## Exercise prompt
Where the string "Marra" occurs in a line of the data below, that line should be copied.

## Input data
Segment Open
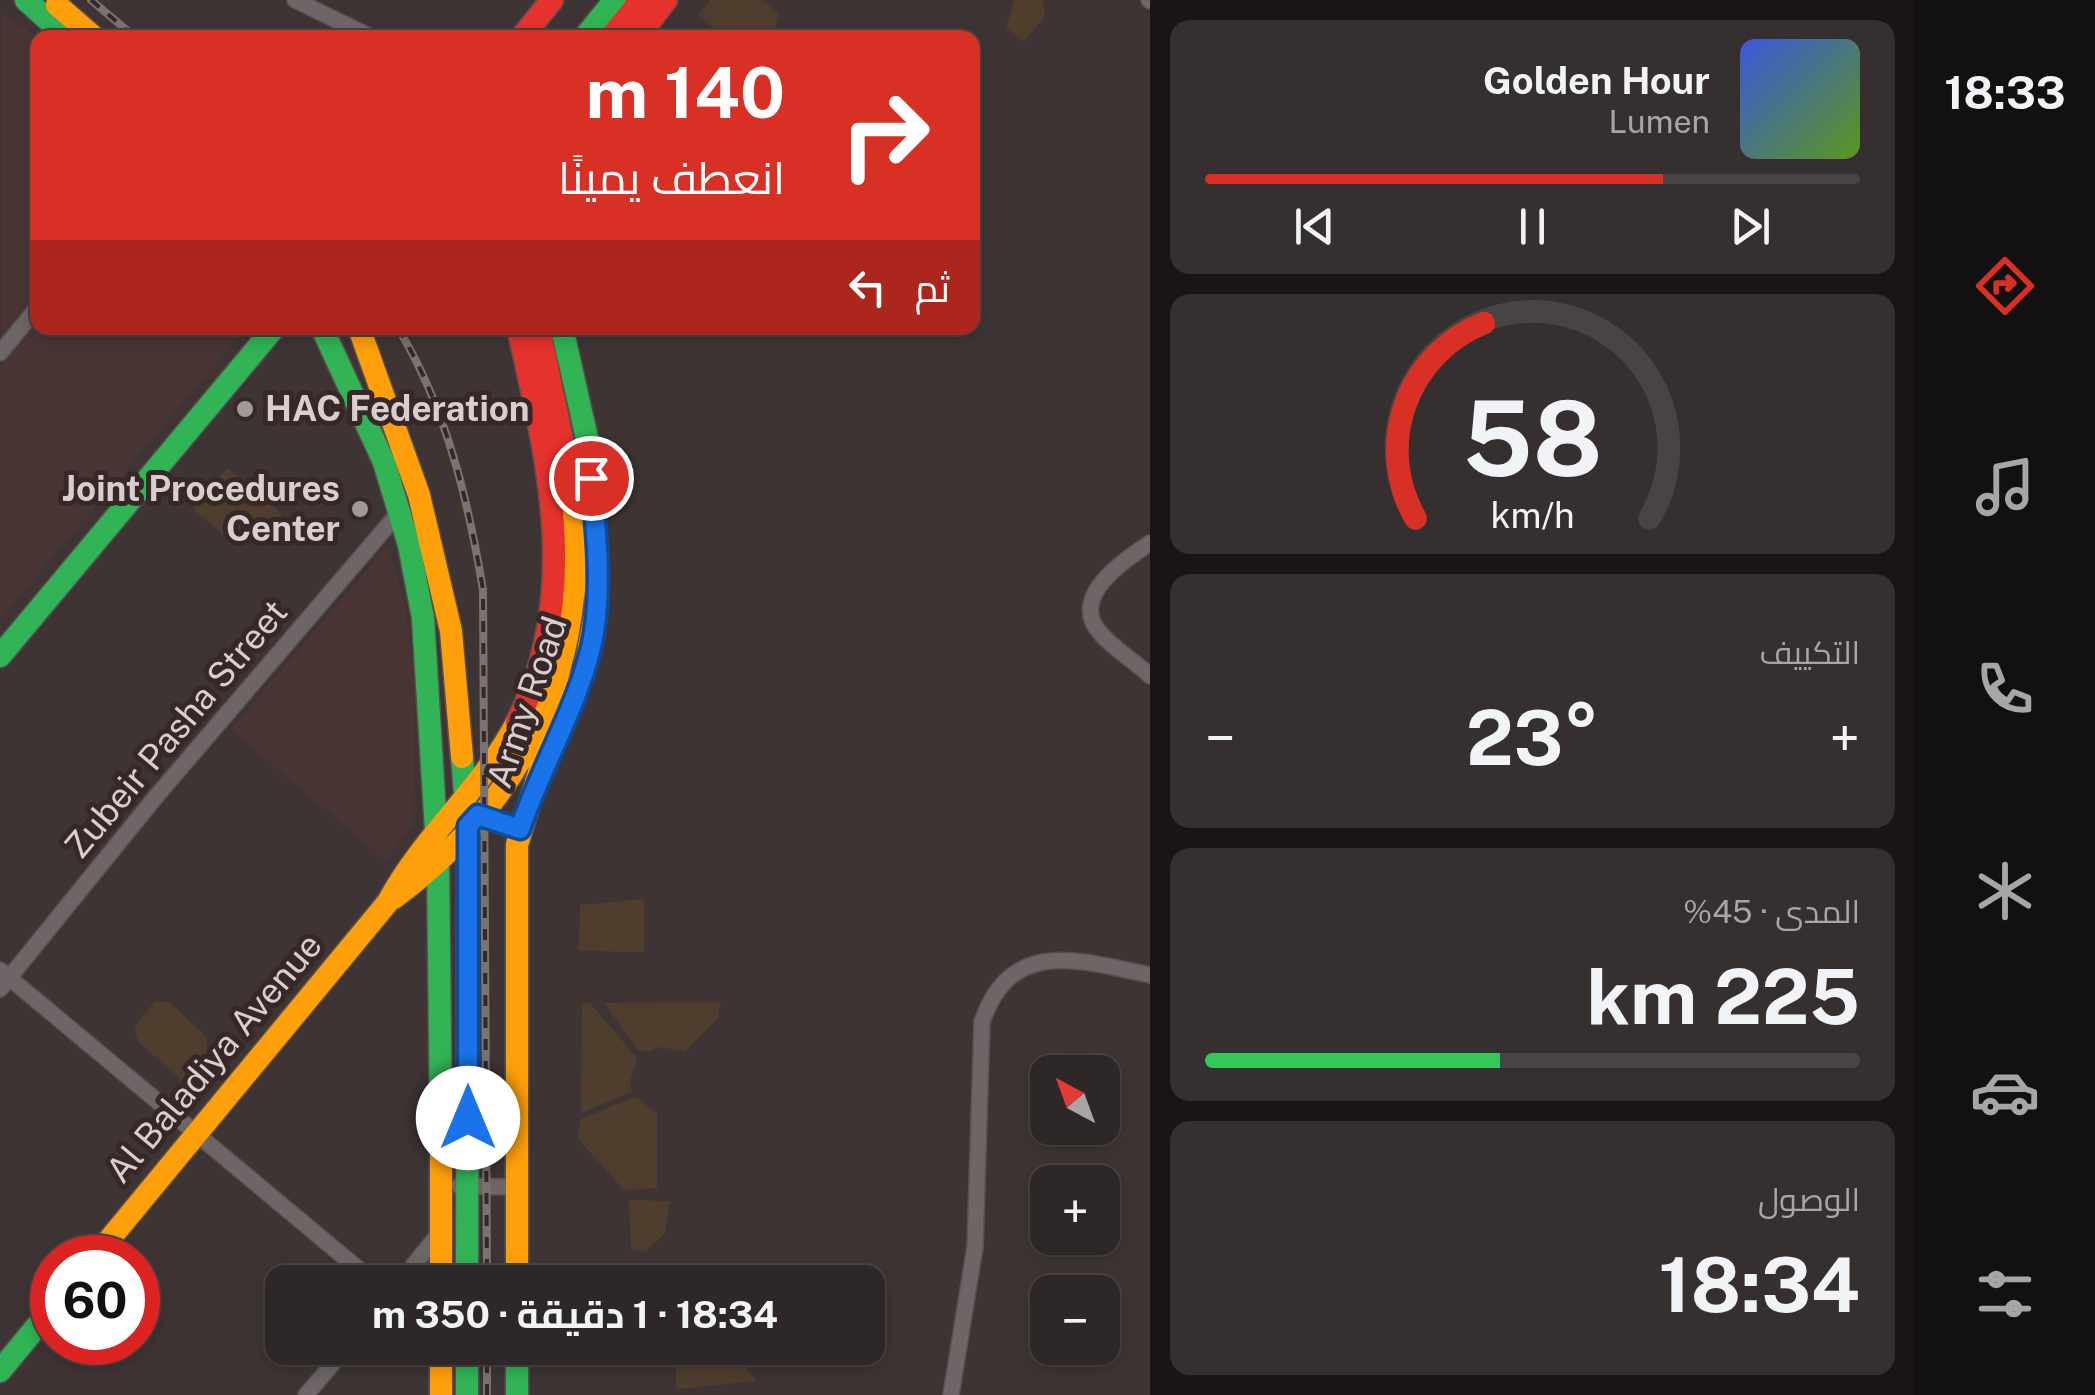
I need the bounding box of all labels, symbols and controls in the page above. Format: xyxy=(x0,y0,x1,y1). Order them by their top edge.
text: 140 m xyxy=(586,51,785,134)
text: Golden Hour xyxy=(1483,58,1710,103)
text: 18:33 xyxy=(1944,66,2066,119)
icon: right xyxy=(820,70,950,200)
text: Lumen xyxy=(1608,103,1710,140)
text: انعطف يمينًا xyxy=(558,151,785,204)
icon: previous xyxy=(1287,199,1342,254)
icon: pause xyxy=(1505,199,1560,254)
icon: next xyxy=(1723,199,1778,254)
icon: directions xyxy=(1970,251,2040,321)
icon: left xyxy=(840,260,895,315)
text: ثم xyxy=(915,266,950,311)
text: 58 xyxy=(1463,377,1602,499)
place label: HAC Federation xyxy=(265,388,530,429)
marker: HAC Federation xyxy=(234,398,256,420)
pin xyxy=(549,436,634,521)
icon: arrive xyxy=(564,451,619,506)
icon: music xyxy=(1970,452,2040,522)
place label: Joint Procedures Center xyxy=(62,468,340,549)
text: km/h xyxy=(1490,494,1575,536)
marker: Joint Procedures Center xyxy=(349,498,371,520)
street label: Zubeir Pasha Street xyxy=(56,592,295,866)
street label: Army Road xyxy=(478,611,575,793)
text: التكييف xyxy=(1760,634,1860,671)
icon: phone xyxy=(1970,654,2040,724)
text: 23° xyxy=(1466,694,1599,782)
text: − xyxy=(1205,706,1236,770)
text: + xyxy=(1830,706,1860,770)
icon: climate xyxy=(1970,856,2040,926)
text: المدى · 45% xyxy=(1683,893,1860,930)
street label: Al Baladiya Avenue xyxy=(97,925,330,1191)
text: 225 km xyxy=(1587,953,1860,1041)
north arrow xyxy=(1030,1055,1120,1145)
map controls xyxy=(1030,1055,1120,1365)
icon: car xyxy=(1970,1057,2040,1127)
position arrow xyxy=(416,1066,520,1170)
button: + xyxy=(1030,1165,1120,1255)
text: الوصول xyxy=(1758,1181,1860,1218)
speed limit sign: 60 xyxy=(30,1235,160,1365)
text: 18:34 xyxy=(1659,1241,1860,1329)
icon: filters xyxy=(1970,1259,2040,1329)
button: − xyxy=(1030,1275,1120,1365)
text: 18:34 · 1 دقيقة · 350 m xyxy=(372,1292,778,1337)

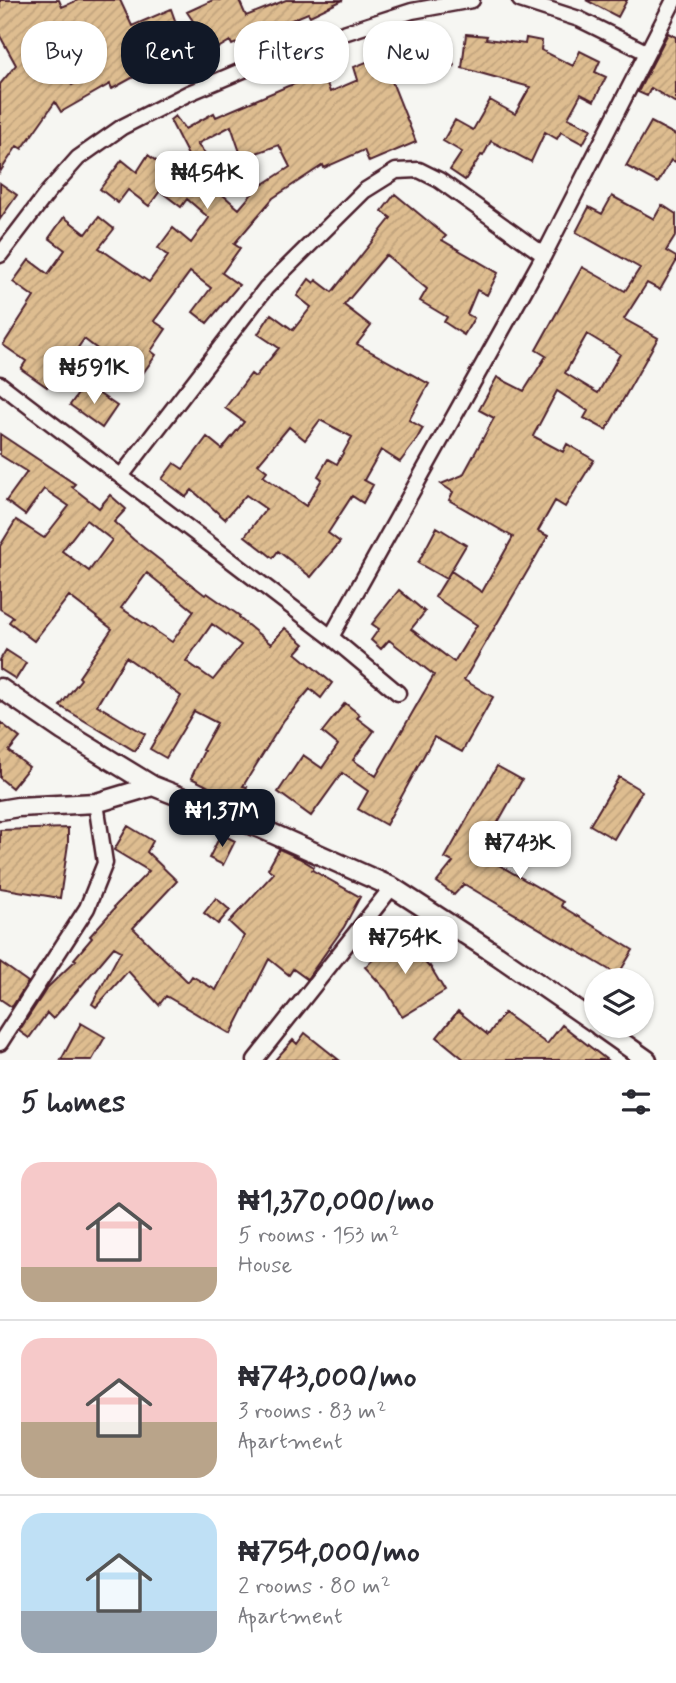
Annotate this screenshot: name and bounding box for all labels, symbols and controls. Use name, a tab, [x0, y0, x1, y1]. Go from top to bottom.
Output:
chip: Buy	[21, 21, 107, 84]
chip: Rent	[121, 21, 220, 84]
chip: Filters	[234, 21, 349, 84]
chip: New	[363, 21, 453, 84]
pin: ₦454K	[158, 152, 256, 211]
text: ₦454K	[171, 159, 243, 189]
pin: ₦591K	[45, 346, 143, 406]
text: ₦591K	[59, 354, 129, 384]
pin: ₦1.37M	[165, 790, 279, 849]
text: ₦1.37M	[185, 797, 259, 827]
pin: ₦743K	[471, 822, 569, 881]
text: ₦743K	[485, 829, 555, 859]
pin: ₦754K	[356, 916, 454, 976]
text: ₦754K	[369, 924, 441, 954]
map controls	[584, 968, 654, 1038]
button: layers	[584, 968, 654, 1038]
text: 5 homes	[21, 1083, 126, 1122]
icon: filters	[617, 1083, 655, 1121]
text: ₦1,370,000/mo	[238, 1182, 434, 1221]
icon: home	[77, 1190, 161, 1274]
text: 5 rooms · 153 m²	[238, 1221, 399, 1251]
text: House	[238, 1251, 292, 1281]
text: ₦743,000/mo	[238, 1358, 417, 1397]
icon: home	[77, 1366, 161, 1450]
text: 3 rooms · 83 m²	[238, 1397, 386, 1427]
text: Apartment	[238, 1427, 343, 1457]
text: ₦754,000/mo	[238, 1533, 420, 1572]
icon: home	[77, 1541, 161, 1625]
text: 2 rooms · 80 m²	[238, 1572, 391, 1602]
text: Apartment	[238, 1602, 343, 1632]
Segment Closed
Segment Open
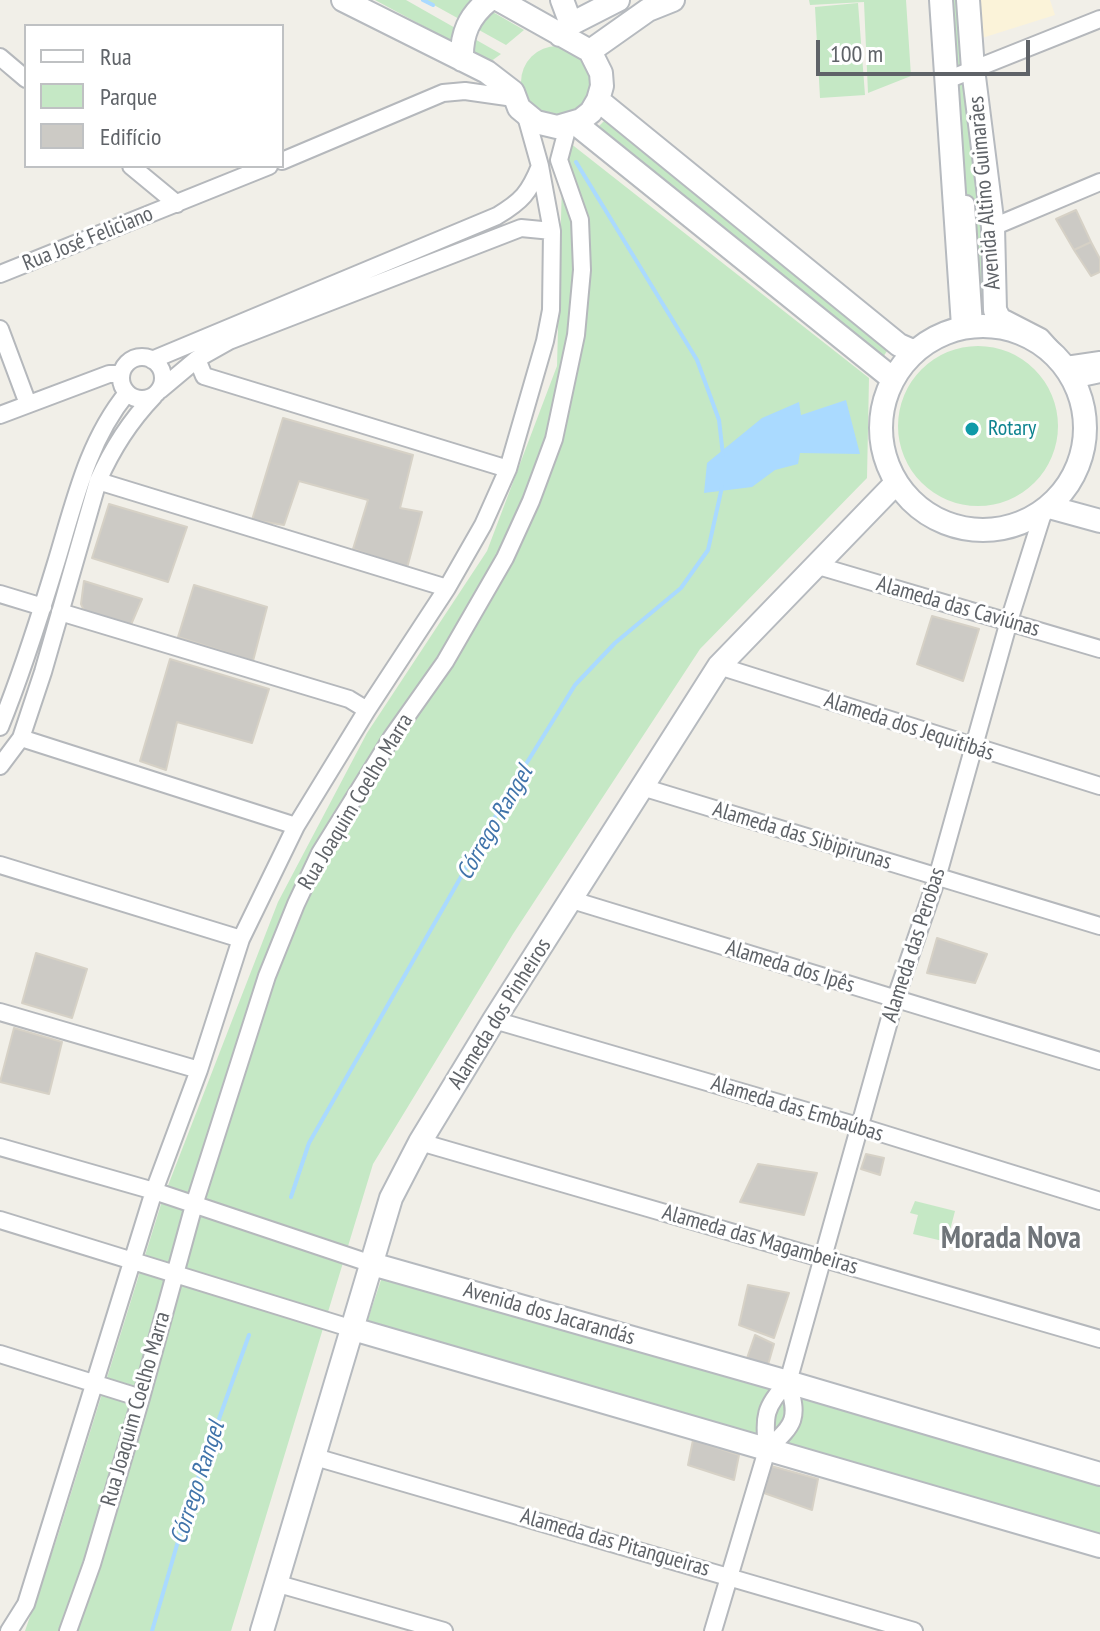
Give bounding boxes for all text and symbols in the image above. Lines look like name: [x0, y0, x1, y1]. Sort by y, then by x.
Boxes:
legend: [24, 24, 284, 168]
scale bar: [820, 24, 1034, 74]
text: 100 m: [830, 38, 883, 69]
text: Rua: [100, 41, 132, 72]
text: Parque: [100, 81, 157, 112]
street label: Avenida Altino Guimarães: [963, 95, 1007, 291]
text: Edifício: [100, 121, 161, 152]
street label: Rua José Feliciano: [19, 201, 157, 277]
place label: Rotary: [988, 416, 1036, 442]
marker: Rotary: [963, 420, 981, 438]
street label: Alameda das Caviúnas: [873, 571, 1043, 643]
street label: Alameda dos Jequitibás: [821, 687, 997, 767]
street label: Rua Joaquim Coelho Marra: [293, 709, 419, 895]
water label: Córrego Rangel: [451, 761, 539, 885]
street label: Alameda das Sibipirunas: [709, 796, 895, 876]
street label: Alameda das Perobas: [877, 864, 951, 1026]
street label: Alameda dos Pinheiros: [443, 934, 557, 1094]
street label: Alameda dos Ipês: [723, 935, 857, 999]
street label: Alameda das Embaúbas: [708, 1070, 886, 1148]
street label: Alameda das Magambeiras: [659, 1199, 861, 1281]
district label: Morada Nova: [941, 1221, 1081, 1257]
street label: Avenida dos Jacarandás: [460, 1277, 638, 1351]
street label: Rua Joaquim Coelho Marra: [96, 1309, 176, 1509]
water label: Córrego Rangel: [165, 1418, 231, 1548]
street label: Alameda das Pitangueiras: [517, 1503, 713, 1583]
Segment Closed
## Completed exercise
street label: Rua Joaquim Coelho Marra: [293, 709, 419, 895]
street label: Rua Joaquim Coelho Marra: [96, 1309, 176, 1509]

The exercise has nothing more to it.